- **TASK DETAILS**
All lines holding the word "inline" are to be copied from the records beneath.
---
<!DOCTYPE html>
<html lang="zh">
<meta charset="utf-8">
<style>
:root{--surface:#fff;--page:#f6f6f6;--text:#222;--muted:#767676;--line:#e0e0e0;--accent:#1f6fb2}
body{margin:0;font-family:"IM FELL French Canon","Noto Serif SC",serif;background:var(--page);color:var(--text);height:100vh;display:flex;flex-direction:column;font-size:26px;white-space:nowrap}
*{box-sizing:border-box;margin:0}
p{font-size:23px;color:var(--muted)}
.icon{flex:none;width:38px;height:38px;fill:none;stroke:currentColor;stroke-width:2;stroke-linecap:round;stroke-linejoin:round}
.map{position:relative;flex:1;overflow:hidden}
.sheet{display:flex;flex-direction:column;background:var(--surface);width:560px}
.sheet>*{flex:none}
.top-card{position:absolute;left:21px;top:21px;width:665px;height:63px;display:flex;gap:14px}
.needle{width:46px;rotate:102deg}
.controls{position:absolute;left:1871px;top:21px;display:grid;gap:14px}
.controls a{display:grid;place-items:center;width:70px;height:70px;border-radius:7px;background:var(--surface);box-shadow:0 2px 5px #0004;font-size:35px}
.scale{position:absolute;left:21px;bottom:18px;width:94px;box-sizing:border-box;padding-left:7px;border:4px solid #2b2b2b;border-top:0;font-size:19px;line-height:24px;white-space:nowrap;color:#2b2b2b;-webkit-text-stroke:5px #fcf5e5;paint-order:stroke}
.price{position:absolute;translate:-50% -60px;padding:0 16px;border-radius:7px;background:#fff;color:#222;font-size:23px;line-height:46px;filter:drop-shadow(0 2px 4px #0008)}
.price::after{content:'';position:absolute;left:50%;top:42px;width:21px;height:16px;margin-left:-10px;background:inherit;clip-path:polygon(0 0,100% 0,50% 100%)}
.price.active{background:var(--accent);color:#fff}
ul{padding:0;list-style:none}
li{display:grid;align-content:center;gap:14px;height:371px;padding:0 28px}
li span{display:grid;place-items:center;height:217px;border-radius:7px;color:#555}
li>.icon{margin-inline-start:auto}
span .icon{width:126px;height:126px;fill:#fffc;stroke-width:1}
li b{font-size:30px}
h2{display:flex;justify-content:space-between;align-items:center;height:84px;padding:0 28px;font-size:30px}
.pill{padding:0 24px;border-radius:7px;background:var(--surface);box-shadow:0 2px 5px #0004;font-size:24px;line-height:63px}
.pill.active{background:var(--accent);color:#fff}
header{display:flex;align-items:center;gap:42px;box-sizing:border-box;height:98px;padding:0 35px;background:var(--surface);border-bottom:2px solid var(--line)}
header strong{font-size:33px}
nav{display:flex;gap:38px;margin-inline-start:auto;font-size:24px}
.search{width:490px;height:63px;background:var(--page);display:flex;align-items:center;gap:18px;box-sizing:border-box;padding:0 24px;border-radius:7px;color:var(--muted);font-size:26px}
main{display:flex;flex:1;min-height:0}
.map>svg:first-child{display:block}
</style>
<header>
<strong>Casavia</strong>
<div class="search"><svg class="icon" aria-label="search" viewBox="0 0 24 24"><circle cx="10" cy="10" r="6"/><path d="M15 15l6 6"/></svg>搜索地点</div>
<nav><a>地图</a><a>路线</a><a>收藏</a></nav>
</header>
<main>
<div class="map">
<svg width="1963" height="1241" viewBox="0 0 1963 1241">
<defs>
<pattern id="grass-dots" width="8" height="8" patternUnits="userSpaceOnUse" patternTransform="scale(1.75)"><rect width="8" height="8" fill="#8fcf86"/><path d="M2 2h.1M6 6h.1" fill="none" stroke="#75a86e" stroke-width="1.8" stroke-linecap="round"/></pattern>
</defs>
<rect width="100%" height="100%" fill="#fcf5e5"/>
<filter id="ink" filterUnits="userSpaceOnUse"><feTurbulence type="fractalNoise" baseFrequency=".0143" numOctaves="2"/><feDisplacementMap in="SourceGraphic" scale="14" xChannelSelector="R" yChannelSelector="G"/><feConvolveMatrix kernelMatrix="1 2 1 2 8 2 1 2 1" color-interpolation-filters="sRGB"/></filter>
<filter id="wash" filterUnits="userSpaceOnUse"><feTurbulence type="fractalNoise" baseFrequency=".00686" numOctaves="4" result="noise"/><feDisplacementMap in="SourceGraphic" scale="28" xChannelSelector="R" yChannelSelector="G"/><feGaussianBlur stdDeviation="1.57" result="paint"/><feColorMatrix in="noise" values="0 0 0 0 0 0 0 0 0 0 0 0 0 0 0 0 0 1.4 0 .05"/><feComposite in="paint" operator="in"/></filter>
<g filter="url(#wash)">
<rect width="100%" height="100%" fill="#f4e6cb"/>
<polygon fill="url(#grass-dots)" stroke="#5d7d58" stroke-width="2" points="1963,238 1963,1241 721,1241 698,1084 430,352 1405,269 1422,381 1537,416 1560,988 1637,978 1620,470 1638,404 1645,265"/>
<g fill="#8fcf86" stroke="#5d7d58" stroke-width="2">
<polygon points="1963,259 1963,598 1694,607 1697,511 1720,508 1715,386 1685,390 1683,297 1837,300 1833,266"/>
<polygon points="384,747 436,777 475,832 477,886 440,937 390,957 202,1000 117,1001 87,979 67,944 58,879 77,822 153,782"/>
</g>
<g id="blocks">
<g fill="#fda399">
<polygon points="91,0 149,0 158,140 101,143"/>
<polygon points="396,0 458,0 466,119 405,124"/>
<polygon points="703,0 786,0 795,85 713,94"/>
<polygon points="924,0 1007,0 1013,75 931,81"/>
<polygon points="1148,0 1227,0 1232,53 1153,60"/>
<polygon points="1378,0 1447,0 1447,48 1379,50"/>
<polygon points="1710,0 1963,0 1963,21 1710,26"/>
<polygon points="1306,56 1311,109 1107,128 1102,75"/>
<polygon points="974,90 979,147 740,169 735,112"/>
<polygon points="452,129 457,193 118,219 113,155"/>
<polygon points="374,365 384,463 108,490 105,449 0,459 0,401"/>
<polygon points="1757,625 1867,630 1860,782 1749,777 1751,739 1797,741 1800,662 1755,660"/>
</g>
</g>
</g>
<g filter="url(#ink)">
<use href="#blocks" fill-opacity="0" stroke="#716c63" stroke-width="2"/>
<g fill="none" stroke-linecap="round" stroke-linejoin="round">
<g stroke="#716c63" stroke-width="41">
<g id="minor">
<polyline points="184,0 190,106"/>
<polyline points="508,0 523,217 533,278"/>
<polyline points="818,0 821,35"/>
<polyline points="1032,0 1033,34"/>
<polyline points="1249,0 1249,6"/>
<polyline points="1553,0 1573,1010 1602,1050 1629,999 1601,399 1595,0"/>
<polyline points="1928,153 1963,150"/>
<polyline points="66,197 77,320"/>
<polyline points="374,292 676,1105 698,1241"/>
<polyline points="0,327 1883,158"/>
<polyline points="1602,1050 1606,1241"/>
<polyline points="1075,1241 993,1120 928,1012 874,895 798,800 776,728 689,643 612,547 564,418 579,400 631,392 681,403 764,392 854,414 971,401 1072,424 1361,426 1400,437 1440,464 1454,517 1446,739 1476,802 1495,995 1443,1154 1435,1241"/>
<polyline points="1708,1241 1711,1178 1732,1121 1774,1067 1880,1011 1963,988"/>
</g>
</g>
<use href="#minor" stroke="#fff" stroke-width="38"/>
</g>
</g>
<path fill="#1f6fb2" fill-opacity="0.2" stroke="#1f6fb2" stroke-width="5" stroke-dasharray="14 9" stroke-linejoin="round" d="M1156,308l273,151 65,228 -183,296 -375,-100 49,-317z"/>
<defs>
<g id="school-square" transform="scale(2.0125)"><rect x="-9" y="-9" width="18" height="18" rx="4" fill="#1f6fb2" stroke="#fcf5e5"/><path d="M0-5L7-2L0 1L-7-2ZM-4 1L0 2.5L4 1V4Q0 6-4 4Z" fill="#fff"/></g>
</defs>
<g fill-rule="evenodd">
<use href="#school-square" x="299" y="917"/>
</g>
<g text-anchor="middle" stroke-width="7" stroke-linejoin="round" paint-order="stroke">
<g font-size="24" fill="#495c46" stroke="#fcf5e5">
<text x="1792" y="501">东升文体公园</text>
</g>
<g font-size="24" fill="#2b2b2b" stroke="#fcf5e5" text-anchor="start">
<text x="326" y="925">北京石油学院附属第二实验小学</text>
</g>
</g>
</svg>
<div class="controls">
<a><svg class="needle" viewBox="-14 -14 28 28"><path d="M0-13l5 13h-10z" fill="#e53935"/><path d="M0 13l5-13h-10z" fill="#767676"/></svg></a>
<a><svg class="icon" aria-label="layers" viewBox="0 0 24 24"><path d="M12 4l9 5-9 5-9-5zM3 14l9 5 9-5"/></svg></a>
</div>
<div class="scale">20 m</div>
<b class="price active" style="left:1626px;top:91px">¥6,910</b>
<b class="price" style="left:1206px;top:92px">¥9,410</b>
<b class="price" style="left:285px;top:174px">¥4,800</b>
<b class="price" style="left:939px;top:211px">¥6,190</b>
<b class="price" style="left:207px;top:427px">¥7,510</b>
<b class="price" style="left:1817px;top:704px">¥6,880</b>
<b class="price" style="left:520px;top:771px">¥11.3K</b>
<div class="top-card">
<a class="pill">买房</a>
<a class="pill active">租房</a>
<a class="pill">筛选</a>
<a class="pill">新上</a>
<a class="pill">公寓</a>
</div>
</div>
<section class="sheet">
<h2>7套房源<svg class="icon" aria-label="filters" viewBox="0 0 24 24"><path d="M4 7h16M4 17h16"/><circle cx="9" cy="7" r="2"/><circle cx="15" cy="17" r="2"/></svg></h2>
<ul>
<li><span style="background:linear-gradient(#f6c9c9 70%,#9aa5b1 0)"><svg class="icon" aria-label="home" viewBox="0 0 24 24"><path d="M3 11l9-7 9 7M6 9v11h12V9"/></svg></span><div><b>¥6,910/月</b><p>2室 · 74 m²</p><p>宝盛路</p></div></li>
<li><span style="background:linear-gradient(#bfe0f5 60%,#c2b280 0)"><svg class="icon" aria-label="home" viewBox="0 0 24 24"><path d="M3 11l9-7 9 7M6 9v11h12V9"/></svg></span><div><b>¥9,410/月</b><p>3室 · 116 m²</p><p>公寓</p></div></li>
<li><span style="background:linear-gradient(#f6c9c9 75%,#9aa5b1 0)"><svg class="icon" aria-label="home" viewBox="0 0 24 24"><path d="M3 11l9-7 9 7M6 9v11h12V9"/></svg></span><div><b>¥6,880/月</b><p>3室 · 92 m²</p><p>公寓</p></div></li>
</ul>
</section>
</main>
---
- **RESPONSE TO THIS TASK**
li>.icon{margin-inline-start:auto}
nav{display:flex;gap:38px;margin-inline-start:auto;font-size:24px}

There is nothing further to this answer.